W małej wiejskiej parafii na koniec misji świętych zorganizowano całodobowy maraton biblijny. Czy głoszący tam misje Księża Misjonarze nie porwali się przypadkiem z „motyką na słońce”?
Zapewne w dużej miejskiej parafii o wiele łatwiej zebrać odpowiednią ilość osób do przeczytania całego Nowego Testamentu, ale chyba nie w Brójcach liczących niespełna 1400 mieszkańców. Chrześcijanin nie powinien jednak opadać w schematy! Szybko okazało się, że nie było kłopotów z zapełnieniem listy chętnych do czytania Słowa Bożego, nawet późną nocą czy nad ranem. Wiejska parafia stała się na moment prawdziwą oazą Słowa Bożego. Tym bardziej, że dosłownie trafiło ono do wielu domów bo każdy kto wziął udział w maratonie biblijnym otrzymał egzemplarz Nowego Testamentu.

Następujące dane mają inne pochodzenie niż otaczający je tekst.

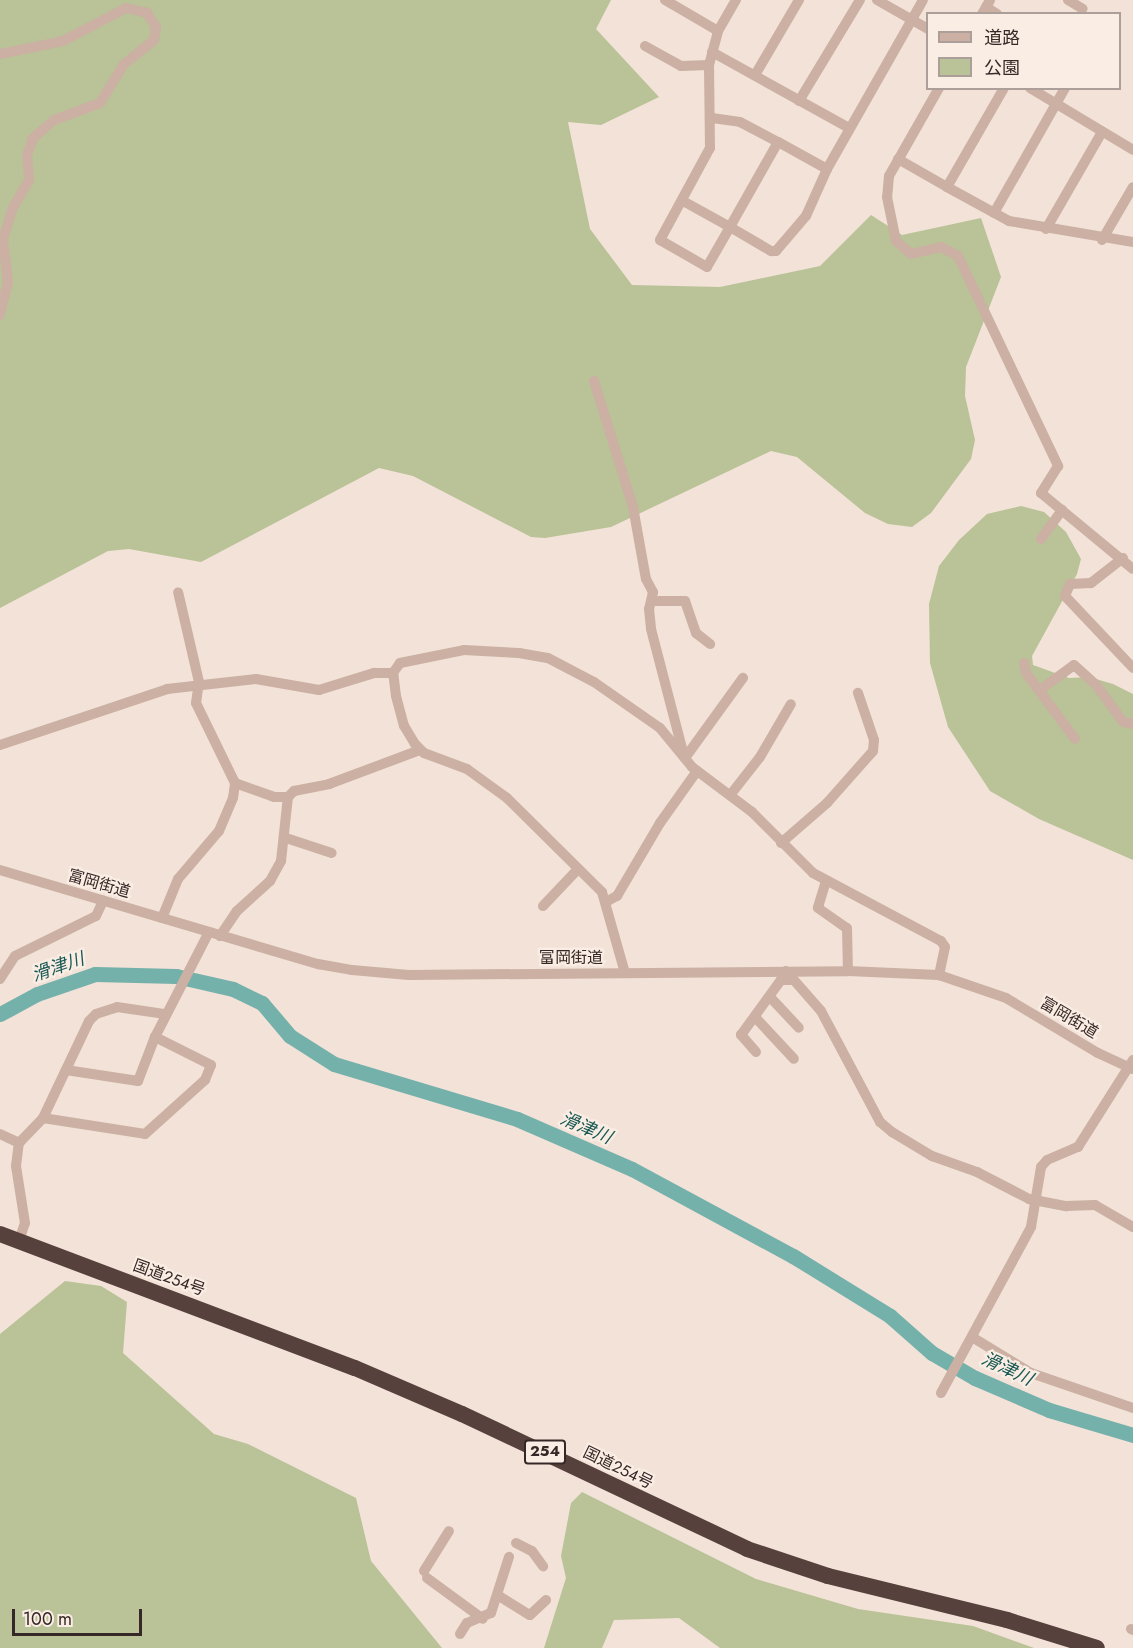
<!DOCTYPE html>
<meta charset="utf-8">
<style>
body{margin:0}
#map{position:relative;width:1133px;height:1648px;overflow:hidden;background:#f2e2d8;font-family:Jost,"Noto Sans JP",sans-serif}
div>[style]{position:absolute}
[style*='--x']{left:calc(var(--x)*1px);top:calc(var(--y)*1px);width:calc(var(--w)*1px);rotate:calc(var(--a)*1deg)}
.green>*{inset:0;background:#bac297}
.river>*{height:15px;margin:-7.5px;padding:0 7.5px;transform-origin:7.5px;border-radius:7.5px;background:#75b1ab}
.minor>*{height:10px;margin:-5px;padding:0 5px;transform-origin:5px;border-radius:5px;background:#cbb0a3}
.highway>*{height:16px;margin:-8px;padding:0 8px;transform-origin:8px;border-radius:8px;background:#57413c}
span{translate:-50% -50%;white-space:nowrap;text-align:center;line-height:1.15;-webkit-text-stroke:4.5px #faede4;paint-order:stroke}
.shield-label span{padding:2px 4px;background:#faede4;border:2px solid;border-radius:4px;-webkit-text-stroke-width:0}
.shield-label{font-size:15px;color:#362826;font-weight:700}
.street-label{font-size:16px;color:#362826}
.water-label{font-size:18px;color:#195954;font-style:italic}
.legend{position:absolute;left:926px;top:12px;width:195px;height:78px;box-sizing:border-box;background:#faede4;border:2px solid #ac9e98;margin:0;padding:8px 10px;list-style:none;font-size:18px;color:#362826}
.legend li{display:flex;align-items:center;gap:12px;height:30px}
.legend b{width:30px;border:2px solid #ac9e98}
.scale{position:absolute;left:12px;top:1609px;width:130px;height:27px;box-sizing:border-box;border:3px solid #362826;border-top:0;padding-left:8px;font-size:18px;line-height:21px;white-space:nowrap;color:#362826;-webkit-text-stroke:4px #faede4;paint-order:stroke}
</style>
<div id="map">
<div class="green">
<i style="clip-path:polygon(0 0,611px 0,596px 29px,659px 97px,601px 125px,568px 122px,590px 229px,632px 285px,720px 287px,820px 266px,871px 215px,902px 235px,981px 218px,1001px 277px,966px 367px,965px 396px,975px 440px,971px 459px,931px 513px,912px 527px,888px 524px,865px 513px,797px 457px,771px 451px,611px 527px,545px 538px,531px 537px,413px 476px,379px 468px,201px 562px,129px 549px,108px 551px,0 608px)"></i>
<i style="clip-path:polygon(1021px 506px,1044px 512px,1066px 532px,1081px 559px,1077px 574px,1032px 656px,1033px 665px,1069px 678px,1089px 677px,1113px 684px,1133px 694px,1133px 860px,1039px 819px,990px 791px,948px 727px,930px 663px,929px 604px,939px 566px,959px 540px,987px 514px)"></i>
<i style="clip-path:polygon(65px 1281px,101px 1286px,127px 1302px,123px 1353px,214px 1434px,248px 1444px,356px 1498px,371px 1561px,442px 1648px,0 1648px,0 1334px)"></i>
<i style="clip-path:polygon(582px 1492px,756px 1579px,858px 1609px,973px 1626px,1034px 1648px,720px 1648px,679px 1618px,614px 1620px,602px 1648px,544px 1648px,566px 1578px,561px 1556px,571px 1503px)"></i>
</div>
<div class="river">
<i style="--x:0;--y:1014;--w:42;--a:-28.4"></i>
<i style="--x:37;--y:994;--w:61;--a:-19"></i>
<i style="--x:95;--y:974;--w:81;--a:1.4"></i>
<i style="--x:176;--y:976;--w:58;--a:12.8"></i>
<i style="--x:233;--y:989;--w:32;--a:26"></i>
<i style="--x:262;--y:1003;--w:43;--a:49.7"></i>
<i style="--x:290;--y:1036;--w:52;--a:32.5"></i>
<i style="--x:334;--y:1064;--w:191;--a:16.7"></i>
<i style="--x:517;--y:1119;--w:125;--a:23.5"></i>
<i style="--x:632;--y:1169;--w:183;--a:28.4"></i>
<i style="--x:793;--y:1256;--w:114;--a:31.7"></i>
<i style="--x:890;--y:1316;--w:56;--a:41.4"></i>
<i style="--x:932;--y:1353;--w:50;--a:30.2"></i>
<i style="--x:975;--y:1378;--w:81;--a:23.4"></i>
<i style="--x:1049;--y:1410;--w:88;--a:16.6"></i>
</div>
<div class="minor">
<i style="--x:665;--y:0;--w:61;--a:30.3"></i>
<i style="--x:877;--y:0;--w:59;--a:29.6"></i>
<i style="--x:1068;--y:0;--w:17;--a:31"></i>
<i style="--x:986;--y:7;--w:13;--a:32"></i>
<i style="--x:982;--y:14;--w:16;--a:-60"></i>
<i style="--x:645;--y:46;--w:41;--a:29.1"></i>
<i style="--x:681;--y:66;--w:28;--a:-2"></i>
<i style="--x:709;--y:65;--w:35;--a:-75"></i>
<i style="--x:718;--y:31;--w:36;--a:-60"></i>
<i style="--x:712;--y:52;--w:157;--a:29"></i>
<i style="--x:0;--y:54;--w:64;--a:-11.7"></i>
<i style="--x:63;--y:41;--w:71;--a:-27.6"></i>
<i style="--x:126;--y:8;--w:22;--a:13"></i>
<i style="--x:147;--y:13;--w:17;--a:57"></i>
<i style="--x:156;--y:27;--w:13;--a:99"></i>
<i style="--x:154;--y:40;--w:38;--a:141"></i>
<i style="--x:124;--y:64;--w:46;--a:121.6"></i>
<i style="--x:100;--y:103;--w:49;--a:159.7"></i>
<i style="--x:54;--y:120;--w:28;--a:139"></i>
<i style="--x:33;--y:138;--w:18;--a:109"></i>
<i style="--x:27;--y:155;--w:25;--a:85"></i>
<i style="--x:29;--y:180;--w:34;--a:120"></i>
<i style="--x:12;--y:210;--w:31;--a:107"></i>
<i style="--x:3;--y:240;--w:42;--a:83.2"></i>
<i style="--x:8;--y:282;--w:34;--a:104"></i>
<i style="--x:755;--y:75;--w:87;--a:-59.6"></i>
<i style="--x:939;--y:88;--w:101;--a:119.6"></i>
<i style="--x:889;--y:176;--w:21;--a:95"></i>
<i style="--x:887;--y:197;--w:45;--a:78.4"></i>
<i style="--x:896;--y:241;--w:20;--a:41"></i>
<i style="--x:911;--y:254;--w:31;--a:-13"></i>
<i style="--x:941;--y:247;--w:19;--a:28"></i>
<i style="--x:958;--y:256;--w:233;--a:64.5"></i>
<i style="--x:1058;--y:466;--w:32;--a:122"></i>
<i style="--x:1041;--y:493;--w:119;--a:39.6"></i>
<i style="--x:1030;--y:88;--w:120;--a:31"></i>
<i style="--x:799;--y:101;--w:118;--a:-58.9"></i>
<i style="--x:712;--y:118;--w:28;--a:8"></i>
<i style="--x:740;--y:122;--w:43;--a:27.8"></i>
<i style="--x:898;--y:159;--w:56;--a:29.7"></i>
<i style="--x:947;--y:187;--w:114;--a:-60.1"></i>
<i style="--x:827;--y:169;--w:194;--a:-60.4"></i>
<i style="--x:947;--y:187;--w:71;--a:28.7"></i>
<i style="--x:1009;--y:221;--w:126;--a:9.6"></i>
<i style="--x:683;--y:201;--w:54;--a:29"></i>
<i style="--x:730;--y:227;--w:48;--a:30.3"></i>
<i style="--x:771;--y:251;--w:5;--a:0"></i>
<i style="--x:776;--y:251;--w:46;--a:-49.4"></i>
<i style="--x:806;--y:216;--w:51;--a:-65.9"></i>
<i style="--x:827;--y:169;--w:56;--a:-151.1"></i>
<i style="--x:778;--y:142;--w:98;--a:119.5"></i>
<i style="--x:730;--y:227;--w:46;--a:119.9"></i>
<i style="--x:707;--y:267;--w:54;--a:-150.1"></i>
<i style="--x:660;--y:240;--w:105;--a:-61.5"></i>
<i style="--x:710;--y:148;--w:83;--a:-90.7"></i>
<i style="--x:994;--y:213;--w:144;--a:-60.4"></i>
<i style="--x:1046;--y:229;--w:112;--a:-60"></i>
<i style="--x:1102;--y:240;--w:61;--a:-59.7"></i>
<i style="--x:594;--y:381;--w:132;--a:72.8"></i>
<i style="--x:633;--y:507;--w:73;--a:79.8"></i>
<i style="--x:646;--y:579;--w:15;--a:62"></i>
<i style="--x:653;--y:592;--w:17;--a:103"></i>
<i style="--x:649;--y:609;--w:20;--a:84"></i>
<i style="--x:651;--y:629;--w:127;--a:75.4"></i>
<i style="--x:1041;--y:539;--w:36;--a:-54"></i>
<i style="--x:1123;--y:558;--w:41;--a:142"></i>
<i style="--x:1091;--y:583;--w:21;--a:177"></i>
<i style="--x:1070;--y:584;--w:13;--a:113"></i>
<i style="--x:1065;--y:596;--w:99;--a:46.6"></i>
<i style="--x:653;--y:601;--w:32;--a:0"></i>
<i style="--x:685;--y:601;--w:34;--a:71"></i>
<i style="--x:696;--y:633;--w:18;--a:38"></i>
<i style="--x:1024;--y:663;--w:10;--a:79"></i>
<i style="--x:1026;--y:673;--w:82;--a:53.4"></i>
<i style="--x:1040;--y:690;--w:42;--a:-36.3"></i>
<i style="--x:1074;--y:665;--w:31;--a:42"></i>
<i style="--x:1097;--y:686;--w:44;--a:54.2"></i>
<i style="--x:1123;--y:722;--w:10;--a:11"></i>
<i style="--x:0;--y:745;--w:176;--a:-18.5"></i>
<i style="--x:167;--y:689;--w:90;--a:-6.4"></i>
<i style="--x:256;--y:679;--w:64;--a:9.9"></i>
<i style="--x:319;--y:690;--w:58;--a:-17.2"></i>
<i style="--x:374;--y:673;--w:19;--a:0"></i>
<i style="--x:685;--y:758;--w:99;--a:-54.1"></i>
<i style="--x:235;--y:783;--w:41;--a:19.7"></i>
<i style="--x:274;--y:797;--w:14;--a:0"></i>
<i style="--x:288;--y:797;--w:8;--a:-45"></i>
<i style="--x:294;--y:791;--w:36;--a:-11"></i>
<i style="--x:329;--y:784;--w:97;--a:-20.5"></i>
<i style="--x:731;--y:794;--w:47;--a:-51.9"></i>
<i style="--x:760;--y:757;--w:61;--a:-59.7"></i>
<i style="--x:286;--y:838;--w:48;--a:18.1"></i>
<i style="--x:781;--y:843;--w:61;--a:-41"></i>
<i style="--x:827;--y:803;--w:69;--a:-48.5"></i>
<i style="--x:873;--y:751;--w:11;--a:-85"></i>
<i style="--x:874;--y:740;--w:50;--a:-108.8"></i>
<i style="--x:0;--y:870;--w:332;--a:16.5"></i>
<i style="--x:318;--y:964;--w:35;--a:10"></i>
<i style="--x:352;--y:970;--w:57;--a:5"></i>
<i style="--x:409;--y:975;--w:439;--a:-0.5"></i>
<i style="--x:848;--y:971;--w:91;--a:2.5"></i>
<i style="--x:939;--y:975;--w:71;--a:18.9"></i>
<i style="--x:1006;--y:998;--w:107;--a:30.9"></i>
<i style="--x:1098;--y:1053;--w:38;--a:25"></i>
<i style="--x:826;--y:881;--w:28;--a:107"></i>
<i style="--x:818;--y:908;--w:35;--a:35"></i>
<i style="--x:847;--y:928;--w:43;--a:88.7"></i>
<i style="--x:606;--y:902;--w:13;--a:-29"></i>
<i style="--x:617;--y:896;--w:85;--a:-59.5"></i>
<i style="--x:660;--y:823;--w:64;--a:-54.6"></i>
<i style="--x:543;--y:906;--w:51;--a:-46.6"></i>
<i style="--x:162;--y:918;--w:42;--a:-67.7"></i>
<i style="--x:178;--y:879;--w:63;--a:-49.5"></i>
<i style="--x:219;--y:831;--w:36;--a:-67"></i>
<i style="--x:233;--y:798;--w:15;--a:-82"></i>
<i style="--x:235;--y:783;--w:89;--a:-116"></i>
<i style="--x:196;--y:703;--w:21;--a:-82"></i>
<i style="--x:199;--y:682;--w:92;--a:-103.1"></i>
<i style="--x:220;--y:936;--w:30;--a:-56"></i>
<i style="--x:237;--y:911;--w:45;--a:-42.3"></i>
<i style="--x:270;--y:881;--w:23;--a:-61"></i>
<i style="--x:281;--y:861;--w:64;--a:-83.8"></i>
<i style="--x:786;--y:971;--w:53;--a:48.8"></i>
<i style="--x:821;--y:1011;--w:126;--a:62"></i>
<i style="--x:880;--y:1122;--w:16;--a:40"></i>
<i style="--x:892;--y:1132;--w:47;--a:31"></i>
<i style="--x:932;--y:1156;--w:48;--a:19.6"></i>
<i style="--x:977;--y:1172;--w:59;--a:27.4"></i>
<i style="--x:1029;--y:1199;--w:38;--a:11"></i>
<i style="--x:1066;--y:1206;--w:29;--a:-2"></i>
<i style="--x:1095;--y:1205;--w:44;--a:30.1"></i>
<i style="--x:625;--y:973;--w:84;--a:-105.9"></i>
<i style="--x:602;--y:892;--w:134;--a:-135.3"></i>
<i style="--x:507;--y:798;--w:49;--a:-144.1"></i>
<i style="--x:467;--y:769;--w:46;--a:-159.6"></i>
<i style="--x:424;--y:753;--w:13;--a:-135"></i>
<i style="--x:415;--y:744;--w:21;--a:-121"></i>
<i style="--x:404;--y:726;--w:31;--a:-105"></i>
<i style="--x:396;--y:696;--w:23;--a:-97"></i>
<i style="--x:393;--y:673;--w:12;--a:-55"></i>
<i style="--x:400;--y:663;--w:65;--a:-11.5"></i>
<i style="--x:464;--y:650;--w:55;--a:3.1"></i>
<i style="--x:519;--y:653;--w:29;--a:10"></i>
<i style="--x:548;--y:658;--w:52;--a:27.6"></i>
<i style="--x:594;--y:682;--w:80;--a:34.9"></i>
<i style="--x:660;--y:728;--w:50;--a:50.6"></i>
<i style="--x:692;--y:767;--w:75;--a:36.9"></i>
<i style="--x:752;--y:812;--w:86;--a:45"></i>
<i style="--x:813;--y:873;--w:145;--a:28"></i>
<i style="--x:941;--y:941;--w:7;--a:56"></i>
<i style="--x:945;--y:947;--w:29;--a:102"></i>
<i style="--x:0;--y:979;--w:27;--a:-57"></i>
<i style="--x:15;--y:956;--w:90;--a:-26.3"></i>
<i style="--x:96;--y:916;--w:17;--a:-65"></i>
<i style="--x:770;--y:997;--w:42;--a:46.9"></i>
<i style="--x:755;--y:1017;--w:57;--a:47.1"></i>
<i style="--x:756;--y:1052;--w:23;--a:-131"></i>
<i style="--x:741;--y:1035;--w:68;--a:-54"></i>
<i style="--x:781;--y:980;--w:10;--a:0"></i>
<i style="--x:66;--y:1070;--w:73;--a:8.7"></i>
<i style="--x:138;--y:1081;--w:47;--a:-68.9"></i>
<i style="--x:43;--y:1118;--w:103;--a:8.9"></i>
<i style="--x:145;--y:1134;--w:81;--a:-42"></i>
<i style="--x:205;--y:1080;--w:16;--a:-68"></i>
<i style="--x:211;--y:1065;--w:63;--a:-153.4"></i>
<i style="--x:155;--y:1037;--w:118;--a:-62.8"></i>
<i style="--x:0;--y:1134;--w:21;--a:25"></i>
<i style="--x:19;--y:1241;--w:19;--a:-72"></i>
<i style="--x:25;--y:1223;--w:58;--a:-99"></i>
<i style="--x:16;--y:1166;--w:23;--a:-83"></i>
<i style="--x:19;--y:1143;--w:35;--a:-46"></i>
<i style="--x:43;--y:1118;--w:107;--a:-64.6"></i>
<i style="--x:89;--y:1021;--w:10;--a:-45"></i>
<i style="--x:96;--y:1014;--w:22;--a:-18"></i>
<i style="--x:117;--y:1007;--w:49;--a:8.3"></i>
<i style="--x:972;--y:1337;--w:69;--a:31.4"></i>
<i style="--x:1031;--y:1373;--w:108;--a:18.9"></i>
<i style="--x:941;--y:1393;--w:189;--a:-61.5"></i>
<i style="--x:1031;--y:1227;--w:61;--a:-80.5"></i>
<i style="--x:1041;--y:1167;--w:9;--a:-49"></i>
<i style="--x:1047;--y:1160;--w:34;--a:-23"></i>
<i style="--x:1078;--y:1147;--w:103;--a:-57.7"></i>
<i style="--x:516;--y:1543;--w:18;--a:27"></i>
<i style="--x:532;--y:1551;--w:19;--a:54"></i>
<i style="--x:424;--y:1571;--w:47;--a:-58"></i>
<i style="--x:427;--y:1578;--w:69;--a:36.2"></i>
<i style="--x:499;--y:1596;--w:36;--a:32"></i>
<i style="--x:530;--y:1615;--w:22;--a:-43"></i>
<i style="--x:1131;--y:1629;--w:2;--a:27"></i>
<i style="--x:460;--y:1634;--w:13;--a:-58"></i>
<i style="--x:467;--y:1623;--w:26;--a:-23"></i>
<i style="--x:491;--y:1613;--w:59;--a:-72.2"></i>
</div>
<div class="highway">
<i style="--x:0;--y:1234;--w:379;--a:20.7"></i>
<i style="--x:355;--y:1368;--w:116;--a:23.3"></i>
<i style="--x:462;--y:1414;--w:315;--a:25.3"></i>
<i style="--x:747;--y:1549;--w:85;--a:18.4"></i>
<i style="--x:828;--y:1576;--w:184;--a:13.8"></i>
<i style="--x:1007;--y:1620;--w:94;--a:17.3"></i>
</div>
<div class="shield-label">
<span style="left:545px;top:1452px">254</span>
</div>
<div class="street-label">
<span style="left:99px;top:884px;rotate:16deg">富岡街道</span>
<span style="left:571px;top:958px">富岡街道</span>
<span style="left:1069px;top:1018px;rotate:31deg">富岡街道</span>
<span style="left:169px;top:1278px;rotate:20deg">国道254号</span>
<span style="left:618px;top:1468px;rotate:26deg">国道254号</span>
</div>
<div class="water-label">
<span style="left:58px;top:967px;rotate:-19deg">滑津川</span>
<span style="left:586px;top:1128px;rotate:23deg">滑津川</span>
<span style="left:1007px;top:1369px;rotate:25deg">滑津川</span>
</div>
<ul class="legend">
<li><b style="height:8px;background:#cbb0a3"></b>道路</li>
<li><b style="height:16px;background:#bac297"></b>公園</li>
</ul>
<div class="scale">100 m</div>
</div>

Powoli kończy się rok duszpasterski pod hasłem: "Kościół naszym domem". Z naszym zaangażowaniem się w lokalną wspólnotę bywa różnie. Łatwo przychodzi nam wrzucić ofiarę na remont w parafii lub na cel charytatywny. Trochę trudniej pomóc w grabieniu liści wokół kościoła czy posprzątaniu wnętrza świątyni. Na przeczytanie czytania czy zaśpiewanie psalmu podczas liturgii. Zupełnie tak jakby przyświecała nam zasada: „Wszyscy jesteśmy religijni, więc po co o tym rozmawiać”. Okazuje się, że jednak można. Dla wielu parafian z Brójec maraton biblijny był pierwszą okazją w życiu do stanięcia przy ambonie i pozostaje mieć nadzieję, że nie ostatnią.
I jeszcze jedno. Takich odważnych małych kroków wydaje się potrzebować powszechny, polski, diecezjalny, dekanalny i parafialny Kościół. Bo każdy z nas bez wyjątku wezwany jest do tego, aby innym nieść Dobrą Nowinę. Szansa na to już wkrótce. Od 11 do 14 października w odbędzie Diecezjalny Kongres Stowarzyszeń, Ruchów i Wspólnot dla Nowej Ewangelizacji. Ostatniego dnia kapłani i ludzie świeccy wyjdą na ulicę Zielonej Góry, aby innym powiedzieć: "Bóg jest miłością". Wykorzystajmy tę wielką szansę.